Si ce nouveau concept est si onéreux, c’est qu’il demande beaucoup d’organisation : réunir dix youtubeurs dans un train en mouvement spécialement aménagé pour l’occasion et éliminer l’un d’entre eux au cours de différentes épreuves. Le genre de divertissements ambitieux qui étaient imaginables, jusqu’à peu, uniquement sur la télévision ou de l’autre côté de l’Atlantique, où le vidéaste le plus suivi du monde, MrBeast, dépense fréquemment plusieurs millions pour la réalisation de ses vidéos.
Mais l’investissement en valait, semble-t-il, la peine. Trois mois plus tard, la vidéo culmine à 14 millions de vues.
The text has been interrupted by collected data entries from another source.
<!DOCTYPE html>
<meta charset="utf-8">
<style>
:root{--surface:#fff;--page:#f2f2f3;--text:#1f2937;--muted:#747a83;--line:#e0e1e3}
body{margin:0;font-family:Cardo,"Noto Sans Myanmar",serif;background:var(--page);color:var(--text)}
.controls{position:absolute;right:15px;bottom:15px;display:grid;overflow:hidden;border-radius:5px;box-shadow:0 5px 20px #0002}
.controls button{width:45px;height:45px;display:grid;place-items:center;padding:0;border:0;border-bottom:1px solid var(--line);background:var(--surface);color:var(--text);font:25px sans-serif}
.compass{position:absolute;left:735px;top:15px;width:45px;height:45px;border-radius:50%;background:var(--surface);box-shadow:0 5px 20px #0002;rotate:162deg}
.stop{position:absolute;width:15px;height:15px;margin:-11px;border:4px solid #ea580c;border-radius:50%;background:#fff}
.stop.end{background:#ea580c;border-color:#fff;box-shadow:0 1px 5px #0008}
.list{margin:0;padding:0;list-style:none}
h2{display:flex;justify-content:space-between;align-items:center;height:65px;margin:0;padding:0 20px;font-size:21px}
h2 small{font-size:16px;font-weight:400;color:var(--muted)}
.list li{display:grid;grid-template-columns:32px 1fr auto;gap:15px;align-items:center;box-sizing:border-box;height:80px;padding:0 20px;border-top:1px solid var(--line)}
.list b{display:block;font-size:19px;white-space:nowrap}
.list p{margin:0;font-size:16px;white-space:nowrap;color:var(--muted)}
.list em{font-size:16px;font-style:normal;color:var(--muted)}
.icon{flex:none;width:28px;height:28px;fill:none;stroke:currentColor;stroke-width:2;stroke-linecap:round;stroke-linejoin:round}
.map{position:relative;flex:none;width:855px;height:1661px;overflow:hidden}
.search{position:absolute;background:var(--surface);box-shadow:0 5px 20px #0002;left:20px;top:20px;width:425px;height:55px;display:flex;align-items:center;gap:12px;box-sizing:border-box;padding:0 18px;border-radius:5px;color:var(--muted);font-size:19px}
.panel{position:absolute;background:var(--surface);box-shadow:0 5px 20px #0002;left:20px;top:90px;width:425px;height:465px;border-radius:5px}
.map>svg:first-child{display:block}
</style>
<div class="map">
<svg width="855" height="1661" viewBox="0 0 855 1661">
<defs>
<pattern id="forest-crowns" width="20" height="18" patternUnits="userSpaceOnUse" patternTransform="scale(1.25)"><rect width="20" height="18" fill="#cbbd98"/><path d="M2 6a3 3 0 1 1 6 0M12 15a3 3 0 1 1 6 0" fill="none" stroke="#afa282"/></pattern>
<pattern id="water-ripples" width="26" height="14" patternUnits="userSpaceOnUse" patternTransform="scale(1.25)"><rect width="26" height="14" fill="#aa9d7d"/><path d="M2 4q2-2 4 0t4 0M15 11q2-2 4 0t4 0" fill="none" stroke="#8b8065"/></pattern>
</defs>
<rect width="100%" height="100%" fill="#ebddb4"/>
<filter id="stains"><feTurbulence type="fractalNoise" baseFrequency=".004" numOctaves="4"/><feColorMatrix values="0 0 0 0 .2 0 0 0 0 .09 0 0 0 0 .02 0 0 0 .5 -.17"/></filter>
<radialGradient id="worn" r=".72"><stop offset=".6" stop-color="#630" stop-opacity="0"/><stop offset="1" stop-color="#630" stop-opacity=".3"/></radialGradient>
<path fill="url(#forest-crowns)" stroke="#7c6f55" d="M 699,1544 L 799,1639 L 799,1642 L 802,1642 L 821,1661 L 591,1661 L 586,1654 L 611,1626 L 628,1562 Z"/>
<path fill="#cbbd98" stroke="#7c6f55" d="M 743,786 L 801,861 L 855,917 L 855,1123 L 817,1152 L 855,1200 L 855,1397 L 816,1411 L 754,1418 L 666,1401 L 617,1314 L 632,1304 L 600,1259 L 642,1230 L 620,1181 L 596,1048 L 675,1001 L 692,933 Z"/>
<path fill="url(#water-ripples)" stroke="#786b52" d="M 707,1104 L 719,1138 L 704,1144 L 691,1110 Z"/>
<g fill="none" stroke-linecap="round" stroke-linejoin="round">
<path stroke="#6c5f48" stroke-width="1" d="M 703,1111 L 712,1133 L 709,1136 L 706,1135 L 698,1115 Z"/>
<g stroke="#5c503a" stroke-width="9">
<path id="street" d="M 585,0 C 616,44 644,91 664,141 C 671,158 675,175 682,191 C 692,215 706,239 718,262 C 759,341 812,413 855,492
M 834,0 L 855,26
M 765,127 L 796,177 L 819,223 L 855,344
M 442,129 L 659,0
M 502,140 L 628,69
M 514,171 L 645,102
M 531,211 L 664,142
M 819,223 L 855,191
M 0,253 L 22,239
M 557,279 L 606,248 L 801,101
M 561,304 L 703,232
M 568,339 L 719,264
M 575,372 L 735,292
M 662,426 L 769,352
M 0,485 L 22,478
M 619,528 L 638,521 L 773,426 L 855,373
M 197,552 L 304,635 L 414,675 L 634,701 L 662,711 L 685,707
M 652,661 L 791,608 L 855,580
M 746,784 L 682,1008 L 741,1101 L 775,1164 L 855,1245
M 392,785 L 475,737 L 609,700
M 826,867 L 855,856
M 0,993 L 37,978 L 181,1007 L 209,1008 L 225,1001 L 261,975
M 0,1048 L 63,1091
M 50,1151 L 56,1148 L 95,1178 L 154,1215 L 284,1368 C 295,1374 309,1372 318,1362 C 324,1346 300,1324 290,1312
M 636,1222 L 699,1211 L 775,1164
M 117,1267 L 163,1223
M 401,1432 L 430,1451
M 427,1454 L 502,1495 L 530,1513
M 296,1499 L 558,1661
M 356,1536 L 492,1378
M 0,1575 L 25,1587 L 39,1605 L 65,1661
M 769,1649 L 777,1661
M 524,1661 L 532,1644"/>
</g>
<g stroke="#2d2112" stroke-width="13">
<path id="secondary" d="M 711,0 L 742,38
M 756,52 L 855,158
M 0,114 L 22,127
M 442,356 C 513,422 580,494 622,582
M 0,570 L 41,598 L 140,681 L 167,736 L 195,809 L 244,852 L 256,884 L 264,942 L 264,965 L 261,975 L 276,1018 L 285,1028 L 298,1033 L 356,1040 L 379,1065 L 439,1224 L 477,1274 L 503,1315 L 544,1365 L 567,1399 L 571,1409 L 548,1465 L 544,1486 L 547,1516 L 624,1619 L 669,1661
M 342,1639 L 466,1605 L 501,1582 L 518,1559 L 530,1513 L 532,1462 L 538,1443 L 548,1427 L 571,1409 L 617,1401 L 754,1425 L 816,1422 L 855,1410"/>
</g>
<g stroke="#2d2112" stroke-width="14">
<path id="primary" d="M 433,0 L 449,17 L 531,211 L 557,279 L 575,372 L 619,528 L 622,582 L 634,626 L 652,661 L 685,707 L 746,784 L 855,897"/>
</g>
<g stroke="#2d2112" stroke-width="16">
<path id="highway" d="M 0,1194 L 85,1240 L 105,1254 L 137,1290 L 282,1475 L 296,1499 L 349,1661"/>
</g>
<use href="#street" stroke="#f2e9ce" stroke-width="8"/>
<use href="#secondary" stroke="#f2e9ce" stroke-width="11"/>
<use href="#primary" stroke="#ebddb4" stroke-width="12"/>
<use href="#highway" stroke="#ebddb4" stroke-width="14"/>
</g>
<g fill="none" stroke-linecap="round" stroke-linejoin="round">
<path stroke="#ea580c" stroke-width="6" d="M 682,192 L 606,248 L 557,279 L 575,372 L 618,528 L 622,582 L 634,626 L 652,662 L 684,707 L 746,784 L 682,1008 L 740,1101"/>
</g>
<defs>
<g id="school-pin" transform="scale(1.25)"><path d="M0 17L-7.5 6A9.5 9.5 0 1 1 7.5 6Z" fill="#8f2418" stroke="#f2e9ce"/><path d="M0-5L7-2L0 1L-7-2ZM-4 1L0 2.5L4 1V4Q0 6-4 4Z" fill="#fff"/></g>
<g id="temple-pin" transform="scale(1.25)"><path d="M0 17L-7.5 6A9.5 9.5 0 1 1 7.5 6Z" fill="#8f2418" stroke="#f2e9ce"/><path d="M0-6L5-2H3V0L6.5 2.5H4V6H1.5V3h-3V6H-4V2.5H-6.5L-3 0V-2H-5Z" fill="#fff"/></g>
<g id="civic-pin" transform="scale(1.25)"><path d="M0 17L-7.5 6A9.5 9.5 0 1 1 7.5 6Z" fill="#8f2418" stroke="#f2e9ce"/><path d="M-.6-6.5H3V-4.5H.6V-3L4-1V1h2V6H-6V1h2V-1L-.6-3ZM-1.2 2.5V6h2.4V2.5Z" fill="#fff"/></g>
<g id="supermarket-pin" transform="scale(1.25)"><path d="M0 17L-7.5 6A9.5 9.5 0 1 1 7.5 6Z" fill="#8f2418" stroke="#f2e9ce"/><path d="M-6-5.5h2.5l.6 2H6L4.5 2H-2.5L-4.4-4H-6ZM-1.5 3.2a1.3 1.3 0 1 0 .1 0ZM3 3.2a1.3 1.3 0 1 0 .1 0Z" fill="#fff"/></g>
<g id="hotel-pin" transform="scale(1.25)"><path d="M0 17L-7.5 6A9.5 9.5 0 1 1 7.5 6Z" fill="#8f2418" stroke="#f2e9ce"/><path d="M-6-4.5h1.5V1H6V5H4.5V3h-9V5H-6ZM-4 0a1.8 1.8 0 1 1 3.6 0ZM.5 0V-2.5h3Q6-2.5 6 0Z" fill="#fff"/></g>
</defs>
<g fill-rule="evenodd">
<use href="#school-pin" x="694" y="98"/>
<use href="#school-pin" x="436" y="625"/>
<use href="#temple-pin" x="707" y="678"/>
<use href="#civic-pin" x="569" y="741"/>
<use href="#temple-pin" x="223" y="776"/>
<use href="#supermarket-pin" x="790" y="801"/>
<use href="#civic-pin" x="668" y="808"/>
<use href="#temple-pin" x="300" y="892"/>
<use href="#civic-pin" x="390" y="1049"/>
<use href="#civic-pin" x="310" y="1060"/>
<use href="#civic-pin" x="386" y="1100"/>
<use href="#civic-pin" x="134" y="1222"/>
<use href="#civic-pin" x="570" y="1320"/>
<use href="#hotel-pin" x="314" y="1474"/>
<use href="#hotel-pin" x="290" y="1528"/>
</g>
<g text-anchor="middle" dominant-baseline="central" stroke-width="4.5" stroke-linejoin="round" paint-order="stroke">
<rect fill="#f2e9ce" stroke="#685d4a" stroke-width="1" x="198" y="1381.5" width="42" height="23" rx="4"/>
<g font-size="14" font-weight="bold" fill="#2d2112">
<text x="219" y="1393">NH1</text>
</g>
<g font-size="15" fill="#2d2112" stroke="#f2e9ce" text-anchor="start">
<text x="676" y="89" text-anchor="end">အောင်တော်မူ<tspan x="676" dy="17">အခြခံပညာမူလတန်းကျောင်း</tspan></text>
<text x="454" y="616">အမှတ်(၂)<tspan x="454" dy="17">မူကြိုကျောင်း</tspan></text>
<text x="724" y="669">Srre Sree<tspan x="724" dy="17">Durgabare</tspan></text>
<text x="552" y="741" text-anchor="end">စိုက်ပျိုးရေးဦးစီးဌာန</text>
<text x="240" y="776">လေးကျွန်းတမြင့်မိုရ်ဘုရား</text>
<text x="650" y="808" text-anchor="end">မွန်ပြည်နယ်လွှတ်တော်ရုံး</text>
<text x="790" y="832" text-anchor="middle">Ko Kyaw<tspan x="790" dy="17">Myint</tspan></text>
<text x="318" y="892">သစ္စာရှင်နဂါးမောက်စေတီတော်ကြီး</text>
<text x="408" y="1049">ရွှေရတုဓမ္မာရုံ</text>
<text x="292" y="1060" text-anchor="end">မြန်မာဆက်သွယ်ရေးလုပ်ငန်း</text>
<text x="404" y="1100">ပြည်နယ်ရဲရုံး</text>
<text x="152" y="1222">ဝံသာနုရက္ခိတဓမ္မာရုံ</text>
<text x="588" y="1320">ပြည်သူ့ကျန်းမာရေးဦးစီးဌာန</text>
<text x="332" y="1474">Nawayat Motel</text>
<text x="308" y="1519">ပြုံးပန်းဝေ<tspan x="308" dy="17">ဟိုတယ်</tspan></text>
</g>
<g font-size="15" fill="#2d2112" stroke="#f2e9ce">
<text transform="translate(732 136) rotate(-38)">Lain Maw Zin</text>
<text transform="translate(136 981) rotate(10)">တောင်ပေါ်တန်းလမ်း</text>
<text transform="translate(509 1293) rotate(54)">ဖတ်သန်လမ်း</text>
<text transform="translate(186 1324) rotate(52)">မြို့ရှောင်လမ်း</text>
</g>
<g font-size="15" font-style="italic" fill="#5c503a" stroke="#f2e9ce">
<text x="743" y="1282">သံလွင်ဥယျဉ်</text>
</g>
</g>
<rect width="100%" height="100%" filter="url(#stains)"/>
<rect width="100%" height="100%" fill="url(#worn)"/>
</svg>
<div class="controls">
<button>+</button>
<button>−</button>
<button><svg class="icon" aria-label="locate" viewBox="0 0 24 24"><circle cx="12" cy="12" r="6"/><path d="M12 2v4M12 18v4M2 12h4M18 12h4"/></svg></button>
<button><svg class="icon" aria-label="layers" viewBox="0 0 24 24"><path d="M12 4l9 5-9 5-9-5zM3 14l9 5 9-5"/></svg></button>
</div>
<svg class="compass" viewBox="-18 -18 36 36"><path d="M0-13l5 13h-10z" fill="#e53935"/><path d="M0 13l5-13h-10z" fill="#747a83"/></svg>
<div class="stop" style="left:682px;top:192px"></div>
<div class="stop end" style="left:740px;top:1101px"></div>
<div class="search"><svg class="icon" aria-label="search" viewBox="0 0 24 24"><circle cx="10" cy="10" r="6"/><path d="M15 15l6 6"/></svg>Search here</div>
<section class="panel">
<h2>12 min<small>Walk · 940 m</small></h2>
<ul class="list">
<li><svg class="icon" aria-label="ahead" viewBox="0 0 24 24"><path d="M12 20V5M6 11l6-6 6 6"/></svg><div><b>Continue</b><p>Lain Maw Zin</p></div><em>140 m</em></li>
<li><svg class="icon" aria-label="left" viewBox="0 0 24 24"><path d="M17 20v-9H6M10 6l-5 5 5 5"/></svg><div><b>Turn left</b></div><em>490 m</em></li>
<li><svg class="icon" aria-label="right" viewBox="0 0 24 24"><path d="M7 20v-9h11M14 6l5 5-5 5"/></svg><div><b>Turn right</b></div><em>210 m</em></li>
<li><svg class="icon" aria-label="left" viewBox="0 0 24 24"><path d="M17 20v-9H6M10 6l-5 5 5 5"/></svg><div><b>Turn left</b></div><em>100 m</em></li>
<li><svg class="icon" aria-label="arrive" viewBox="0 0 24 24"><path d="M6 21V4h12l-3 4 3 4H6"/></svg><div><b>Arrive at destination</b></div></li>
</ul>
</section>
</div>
Une audience à faire pâlir d’envie de nombreuses chaînes de télévision. Les épisodes de « Mask Singer » ne séduisent, eux, « que » 2 à 3 millions de téléspectateurs en direct. Et pourtant, cette performance est encore loin des plus gros succès du vidéaste, qui dépassent les cinquante millions de vues. S’il n’est pas encore certain qu’un épisode 2 voit le jour, ce type de superproduction a toutes les chances de se multiplier à l’avenir. L’écosystème YouTube gagne en puissance et en ambition, au risque de ressembler de plus en plus… à la télévision.
Des contenus plus longs…
« On est vraiment en train de remplacer la télé, qui est beaucoup trop frileuse », crânait Squeezie auprès de Télérama en 2023. Avec les retours récents de la Star Academy, d’Intervilles ou du Bigdil, difficile de lui donner tort sur l’aspect timoré du paysage audiovisuel français. Mais si l’on s’attarde sur le « grand remplacement » du petit écran, force est de constater que ce dernier fait, pour le moment, de la résistance. Concurrencés de toute part – des vidéastes aux poids lourds du streaming – les programmes télé sont toujours regardés 3 heures 19 par jour. Un chiffre encore élevé, surtout si on le compare aux 37 minutes passées en moyenne par les Français sur YouTube, mais en net recul comparé aux 3 heures 46 quotidiennes de TV il y a 10 ans.
Le vidéaste aux 20 millions d’abonnés détaillait cependant une autre tendance de fond, elle, incontestable : « En 2013, les gens aimaient les vidéos de moins de 10 minutes, très simples, généralement un mec seul dans sa chambre qui jouait à un jeu vidéo. Aujourd’hui, ils sont 90 % à mettre YouTube sur leur télé, et ils veulent cliquer sur un contenu de 40 minutes. » Aux États-Unis, la télévision vient tout juste de dépasser le smartphone comme support principal de ces vidéos. De l’autre côté de l’Atlantique, Justine Ryst, la patronne française de la plateforme, n’a pas donné de chiffres précis, juste une dynamique : « La télévision, c’est aujourd’hui le deuxième écran de consommation de YouTube en France, après le téléphone mobile. C’est une vraie tendance qui s’installe et qui va avec l’observation du succès des formats longs, voire très longs. »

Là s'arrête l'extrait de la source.